"""

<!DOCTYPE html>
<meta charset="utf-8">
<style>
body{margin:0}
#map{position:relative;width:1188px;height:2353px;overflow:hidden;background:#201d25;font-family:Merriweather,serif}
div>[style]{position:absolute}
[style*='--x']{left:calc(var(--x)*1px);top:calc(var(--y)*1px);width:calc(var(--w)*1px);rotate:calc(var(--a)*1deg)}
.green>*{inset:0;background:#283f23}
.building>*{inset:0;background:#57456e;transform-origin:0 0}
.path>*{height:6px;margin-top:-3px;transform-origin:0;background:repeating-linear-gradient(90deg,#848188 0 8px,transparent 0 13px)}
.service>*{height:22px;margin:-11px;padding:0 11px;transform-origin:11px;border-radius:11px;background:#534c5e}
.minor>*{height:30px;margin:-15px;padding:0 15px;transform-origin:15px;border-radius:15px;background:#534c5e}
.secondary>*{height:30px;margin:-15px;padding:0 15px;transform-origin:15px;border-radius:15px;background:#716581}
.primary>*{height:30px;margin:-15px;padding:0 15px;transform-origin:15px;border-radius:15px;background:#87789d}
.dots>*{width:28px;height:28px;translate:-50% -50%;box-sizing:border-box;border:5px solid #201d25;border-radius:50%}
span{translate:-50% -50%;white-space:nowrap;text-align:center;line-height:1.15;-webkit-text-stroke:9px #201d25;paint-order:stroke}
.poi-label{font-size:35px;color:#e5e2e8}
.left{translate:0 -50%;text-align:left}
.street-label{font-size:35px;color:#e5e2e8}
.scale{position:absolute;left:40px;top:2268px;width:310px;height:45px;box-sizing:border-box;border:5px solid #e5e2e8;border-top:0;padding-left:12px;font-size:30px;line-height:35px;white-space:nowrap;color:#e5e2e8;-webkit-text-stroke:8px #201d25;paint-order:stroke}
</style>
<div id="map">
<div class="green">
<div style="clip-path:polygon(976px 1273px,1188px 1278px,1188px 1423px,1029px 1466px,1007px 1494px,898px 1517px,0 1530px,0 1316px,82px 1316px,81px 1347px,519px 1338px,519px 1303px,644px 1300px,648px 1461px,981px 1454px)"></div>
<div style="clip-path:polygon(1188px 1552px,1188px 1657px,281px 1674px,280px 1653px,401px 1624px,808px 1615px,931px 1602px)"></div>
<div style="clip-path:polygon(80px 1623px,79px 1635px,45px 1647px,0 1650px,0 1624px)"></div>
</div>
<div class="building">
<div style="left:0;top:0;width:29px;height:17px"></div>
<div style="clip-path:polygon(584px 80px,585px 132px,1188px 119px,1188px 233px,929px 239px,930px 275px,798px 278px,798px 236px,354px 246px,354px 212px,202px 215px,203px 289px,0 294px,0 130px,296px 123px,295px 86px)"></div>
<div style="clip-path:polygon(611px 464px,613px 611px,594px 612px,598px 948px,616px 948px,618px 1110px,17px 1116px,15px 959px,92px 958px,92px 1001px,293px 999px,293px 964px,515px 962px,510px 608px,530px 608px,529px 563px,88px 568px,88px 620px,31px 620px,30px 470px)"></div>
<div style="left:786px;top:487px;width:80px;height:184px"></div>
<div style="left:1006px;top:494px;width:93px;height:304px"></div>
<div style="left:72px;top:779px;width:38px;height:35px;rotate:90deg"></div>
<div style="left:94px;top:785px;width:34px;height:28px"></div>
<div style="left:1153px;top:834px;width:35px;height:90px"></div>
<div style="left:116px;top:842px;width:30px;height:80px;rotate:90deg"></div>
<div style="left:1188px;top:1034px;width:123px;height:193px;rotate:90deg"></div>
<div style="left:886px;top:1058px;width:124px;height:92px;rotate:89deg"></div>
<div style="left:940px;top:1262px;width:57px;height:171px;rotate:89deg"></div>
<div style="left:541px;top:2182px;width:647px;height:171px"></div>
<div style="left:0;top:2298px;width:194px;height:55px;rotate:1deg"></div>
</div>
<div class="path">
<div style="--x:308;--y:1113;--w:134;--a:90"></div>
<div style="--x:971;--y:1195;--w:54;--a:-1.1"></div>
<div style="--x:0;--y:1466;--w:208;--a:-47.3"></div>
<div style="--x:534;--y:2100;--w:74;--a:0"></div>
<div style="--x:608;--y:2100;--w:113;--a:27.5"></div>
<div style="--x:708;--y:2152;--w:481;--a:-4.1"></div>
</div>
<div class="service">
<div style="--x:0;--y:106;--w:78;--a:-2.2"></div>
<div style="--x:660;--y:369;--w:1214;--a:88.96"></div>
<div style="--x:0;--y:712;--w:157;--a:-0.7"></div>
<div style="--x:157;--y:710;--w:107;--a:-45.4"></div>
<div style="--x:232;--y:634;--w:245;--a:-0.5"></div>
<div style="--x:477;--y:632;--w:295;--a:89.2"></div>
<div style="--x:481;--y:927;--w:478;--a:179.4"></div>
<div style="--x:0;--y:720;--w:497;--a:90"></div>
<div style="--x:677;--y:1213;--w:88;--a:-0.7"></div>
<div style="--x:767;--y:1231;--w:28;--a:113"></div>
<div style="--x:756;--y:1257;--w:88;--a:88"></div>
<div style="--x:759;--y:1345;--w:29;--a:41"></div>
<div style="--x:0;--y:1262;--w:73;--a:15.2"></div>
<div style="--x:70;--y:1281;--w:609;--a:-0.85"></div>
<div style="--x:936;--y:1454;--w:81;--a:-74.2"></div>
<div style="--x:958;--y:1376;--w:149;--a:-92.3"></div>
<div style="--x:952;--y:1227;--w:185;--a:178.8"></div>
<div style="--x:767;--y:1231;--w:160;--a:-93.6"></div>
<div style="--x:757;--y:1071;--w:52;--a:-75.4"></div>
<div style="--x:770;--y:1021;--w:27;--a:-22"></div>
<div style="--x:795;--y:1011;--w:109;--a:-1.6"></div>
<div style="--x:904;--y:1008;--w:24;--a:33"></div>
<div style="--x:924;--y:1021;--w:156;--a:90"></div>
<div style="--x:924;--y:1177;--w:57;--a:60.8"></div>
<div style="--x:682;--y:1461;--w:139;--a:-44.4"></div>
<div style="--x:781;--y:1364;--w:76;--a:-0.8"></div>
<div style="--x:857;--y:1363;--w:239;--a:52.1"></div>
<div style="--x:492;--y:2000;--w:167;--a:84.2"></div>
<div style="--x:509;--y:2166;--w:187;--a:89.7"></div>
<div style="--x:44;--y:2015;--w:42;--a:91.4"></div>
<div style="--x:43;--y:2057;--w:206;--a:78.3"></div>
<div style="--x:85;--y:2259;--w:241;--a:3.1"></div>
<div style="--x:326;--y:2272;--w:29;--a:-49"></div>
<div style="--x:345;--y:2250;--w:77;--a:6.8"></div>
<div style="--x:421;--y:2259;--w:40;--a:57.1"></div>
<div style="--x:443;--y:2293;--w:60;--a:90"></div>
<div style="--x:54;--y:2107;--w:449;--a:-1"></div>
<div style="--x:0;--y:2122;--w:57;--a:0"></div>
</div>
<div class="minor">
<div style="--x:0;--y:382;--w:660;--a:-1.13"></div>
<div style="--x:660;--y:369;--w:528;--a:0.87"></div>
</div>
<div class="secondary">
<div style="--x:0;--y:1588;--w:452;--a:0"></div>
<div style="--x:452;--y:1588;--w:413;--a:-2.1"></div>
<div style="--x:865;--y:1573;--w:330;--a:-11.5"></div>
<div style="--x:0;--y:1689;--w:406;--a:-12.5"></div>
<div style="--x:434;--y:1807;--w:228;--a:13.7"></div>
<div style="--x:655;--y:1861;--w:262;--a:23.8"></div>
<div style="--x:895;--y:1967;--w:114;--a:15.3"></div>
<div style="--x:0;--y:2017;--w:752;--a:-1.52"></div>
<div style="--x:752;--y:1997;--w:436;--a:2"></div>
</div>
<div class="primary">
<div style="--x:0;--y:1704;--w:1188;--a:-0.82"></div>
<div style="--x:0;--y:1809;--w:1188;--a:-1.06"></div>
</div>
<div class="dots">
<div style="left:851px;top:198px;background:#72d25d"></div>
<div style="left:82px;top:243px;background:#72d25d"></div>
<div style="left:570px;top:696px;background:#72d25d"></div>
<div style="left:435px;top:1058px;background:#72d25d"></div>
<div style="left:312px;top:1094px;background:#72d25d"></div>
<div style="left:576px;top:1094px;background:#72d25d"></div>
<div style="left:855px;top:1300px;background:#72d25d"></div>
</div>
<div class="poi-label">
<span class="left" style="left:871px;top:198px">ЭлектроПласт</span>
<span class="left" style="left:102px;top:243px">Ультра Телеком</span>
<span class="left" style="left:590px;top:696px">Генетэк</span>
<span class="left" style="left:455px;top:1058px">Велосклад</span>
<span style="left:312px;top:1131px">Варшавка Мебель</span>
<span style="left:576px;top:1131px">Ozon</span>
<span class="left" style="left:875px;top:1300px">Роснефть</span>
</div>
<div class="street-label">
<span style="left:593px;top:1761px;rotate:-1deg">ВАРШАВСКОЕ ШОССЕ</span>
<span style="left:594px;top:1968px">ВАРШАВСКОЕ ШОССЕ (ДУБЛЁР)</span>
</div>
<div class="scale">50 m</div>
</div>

"""

▶ [AIM OF THE TASK]
Exact lines only, please: output the listing from the first line to the line with "0 8px,transparent 0", both included.

▶ [SOLUTION]
<!DOCTYPE html>
<meta charset="utf-8">
<style>
body{margin:0}
#map{position:relative;width:1188px;height:2353px;overflow:hidden;background:#201d25;font-family:Merriweather,serif}
div>[style]{position:absolute}
[style*='--x']{left:calc(var(--x)*1px);top:calc(var(--y)*1px);width:calc(var(--w)*1px);rotate:calc(var(--a)*1deg)}
.green>*{inset:0;background:#283f23}
.building>*{inset:0;background:#57456e;transform-origin:0 0}
.path>*{height:6px;margin-top:-3px;transform-origin:0;background:repeating-linear-gradient(90deg,#848188 0 8px,transparent 0 13px)}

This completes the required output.